Apresentados milhares de pedidos de escusa de responsabilidade desde o início do ano por enfermeiros, médicos e até farmacêuticos

27 jun, 07:50
Ambiente hospitalar em tempos de pandemia

REVISTA DE IMPRENSA. A classe com mais pedidos de escusa é a dos enfermeiros. Só neste mês foram feitos 5.567, a grande maioria no Hospital de Leiria

Os pedidos de escusa de responsabilidade não param de aumentar no Serviço Nacional de Saúde (SNS). São cada vez mais os enfermeiros, médicos e agora também farmacêuticos hospitalares que o fazem. Desde que o ano começou, já foram apresentadas milhares de declarações que alertam para a faltar de profissionais e outras condições que permitam garantir a qualidade e a segurança dos cuidados prestados. Uma notícia que foi avançada esta manhã pelo Jornal de Notícias (JN). 

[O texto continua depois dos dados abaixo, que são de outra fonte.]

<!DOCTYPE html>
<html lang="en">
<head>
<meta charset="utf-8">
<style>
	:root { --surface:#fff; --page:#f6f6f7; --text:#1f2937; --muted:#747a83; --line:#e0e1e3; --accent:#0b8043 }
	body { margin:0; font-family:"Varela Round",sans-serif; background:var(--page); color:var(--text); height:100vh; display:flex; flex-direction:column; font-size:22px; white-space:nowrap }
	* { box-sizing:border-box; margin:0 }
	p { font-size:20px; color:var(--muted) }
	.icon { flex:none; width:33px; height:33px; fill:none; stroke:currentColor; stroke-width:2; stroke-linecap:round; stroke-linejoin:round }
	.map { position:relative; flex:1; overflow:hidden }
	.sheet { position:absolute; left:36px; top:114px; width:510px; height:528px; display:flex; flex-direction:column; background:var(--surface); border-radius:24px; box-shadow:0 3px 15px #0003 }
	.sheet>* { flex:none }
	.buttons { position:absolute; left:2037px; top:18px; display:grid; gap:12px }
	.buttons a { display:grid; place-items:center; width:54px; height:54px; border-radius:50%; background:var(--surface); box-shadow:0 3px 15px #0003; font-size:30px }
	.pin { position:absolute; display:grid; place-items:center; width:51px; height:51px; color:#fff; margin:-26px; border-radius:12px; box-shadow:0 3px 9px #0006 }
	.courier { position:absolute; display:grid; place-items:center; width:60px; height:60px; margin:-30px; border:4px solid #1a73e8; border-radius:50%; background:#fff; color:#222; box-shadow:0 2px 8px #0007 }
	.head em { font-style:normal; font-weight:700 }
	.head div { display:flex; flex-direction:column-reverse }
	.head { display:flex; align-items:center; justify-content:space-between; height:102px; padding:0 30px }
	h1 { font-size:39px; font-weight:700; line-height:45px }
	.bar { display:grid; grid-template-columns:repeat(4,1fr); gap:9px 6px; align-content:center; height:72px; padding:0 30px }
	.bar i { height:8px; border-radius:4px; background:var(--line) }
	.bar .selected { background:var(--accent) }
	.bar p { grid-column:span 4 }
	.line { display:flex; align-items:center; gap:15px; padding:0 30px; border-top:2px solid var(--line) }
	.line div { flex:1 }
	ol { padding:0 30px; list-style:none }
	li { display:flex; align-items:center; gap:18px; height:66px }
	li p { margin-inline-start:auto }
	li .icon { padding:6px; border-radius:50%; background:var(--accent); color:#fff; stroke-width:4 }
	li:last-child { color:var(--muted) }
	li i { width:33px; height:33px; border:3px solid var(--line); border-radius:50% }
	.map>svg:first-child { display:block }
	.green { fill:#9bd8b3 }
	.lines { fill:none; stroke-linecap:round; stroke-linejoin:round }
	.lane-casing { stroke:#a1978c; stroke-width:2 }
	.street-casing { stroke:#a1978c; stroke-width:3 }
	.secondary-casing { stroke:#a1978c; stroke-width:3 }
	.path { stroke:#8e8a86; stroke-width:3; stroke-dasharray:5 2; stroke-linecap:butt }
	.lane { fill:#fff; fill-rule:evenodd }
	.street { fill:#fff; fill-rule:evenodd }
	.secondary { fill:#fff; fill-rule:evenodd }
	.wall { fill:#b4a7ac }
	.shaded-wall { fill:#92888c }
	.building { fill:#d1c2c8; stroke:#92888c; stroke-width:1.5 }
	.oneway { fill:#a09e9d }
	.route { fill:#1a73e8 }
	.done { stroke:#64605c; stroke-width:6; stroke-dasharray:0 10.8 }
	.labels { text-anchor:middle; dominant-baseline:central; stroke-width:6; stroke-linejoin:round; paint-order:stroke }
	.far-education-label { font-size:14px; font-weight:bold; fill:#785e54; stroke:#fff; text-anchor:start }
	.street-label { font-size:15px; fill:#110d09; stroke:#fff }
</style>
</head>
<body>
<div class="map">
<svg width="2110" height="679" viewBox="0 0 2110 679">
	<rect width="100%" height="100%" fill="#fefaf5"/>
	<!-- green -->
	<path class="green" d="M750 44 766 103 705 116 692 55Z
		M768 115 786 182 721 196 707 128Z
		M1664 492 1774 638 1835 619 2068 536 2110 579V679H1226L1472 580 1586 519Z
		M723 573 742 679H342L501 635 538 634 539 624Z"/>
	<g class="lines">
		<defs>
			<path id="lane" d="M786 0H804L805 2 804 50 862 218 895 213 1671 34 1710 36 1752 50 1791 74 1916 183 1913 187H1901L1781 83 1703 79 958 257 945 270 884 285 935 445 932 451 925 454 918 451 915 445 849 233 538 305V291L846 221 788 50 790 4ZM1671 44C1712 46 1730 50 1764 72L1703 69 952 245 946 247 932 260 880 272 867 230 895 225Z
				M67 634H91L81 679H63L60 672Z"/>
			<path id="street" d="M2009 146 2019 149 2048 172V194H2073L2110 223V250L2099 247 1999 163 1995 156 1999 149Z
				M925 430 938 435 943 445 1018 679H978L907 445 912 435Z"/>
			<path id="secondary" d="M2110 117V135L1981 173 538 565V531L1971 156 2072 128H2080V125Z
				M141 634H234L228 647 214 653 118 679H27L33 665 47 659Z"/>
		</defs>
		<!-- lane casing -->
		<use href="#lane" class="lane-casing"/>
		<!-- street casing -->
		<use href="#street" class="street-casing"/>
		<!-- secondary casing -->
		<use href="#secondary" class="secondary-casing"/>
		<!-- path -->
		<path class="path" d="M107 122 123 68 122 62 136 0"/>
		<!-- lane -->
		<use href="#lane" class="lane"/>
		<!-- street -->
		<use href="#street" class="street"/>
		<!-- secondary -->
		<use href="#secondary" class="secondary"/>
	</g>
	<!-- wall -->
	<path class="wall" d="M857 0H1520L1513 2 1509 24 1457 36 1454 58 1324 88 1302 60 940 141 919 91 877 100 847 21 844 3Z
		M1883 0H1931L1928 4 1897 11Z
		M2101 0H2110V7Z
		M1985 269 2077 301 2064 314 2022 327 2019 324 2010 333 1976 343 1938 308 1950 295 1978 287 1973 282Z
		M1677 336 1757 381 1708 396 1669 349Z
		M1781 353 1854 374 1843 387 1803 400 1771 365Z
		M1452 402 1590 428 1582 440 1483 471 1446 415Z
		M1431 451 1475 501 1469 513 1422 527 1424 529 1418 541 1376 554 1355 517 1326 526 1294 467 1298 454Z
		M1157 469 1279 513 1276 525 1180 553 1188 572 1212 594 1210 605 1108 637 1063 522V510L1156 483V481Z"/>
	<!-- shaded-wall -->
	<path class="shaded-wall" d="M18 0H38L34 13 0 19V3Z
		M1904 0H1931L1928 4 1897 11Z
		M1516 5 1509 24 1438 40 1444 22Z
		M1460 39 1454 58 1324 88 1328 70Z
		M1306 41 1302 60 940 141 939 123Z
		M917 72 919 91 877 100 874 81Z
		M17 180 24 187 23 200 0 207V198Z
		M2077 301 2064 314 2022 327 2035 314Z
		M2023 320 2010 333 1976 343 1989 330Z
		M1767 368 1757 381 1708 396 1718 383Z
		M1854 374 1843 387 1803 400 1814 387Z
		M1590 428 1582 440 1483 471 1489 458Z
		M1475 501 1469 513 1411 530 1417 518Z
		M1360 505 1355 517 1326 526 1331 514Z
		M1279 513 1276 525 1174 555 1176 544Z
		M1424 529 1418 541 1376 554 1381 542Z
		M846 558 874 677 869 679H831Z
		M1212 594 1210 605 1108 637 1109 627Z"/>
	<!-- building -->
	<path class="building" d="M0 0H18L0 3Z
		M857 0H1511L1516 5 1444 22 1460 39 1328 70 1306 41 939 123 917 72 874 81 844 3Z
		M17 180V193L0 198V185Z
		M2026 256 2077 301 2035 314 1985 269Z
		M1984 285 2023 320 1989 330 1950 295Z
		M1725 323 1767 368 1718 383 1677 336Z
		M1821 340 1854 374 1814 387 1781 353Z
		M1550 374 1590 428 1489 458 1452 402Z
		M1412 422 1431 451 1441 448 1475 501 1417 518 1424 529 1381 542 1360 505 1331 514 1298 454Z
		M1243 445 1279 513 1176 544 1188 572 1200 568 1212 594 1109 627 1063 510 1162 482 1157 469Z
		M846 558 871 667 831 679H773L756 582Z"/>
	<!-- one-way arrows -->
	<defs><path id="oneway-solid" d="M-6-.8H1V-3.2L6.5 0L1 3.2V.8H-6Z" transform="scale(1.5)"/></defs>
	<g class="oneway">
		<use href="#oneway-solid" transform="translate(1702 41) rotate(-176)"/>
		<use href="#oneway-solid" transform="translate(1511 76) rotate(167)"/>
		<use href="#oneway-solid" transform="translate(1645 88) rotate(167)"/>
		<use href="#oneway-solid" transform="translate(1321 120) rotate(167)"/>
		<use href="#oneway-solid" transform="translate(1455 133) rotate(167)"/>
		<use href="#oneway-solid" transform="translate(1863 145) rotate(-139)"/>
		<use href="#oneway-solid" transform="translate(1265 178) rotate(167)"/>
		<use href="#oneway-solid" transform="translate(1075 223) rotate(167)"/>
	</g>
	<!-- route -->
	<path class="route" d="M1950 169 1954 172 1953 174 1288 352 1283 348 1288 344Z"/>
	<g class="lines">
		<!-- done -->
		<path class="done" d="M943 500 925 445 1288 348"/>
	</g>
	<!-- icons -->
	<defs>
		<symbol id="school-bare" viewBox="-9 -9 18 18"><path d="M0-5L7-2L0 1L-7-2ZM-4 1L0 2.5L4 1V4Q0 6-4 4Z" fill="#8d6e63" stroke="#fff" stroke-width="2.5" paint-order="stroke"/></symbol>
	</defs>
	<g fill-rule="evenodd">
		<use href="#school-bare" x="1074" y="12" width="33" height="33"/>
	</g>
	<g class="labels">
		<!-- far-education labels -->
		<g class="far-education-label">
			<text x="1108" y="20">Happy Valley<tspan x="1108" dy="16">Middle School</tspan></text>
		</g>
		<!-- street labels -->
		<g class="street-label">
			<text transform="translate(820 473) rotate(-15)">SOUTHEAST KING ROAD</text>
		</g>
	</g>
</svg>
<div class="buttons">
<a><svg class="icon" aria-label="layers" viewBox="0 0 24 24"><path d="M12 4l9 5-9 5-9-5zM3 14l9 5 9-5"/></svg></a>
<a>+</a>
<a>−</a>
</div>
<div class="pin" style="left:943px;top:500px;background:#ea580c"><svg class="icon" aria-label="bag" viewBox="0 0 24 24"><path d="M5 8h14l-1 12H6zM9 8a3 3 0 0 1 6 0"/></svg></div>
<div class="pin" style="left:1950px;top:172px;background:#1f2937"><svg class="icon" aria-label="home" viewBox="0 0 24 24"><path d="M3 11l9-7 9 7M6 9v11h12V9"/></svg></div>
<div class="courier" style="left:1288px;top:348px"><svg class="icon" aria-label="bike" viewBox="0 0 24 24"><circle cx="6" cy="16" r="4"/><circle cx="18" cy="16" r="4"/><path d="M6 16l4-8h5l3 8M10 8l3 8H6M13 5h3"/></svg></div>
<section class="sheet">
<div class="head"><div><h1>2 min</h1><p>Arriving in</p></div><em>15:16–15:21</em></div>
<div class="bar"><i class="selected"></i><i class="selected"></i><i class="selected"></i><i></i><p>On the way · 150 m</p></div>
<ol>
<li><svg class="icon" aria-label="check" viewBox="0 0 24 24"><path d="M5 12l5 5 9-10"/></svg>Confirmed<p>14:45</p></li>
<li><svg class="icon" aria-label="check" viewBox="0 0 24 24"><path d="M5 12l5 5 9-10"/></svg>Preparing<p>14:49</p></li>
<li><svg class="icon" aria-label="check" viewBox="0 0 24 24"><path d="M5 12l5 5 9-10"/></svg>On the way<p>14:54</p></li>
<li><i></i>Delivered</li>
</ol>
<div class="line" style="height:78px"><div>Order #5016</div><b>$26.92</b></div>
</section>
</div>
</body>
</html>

No entanto, esta tendência dos pedidos de escusa é recente. Nos enfermeiros começou em 2020, em plena pandemia, mas intensificou-se no ano seguinte. Em novembro do ano passado, a Ordem dos Enfermeiros (OE) tinha recebido 1.300 pedidos. No final de fevereiro deste ano já eram 4.475 e este mês totalizavam 5.567 acumulados. De realçar que cada profissional de saúde pode apresentar escusa várias vezes. Os enfermeiros são a classe com mais declarações apresentadas.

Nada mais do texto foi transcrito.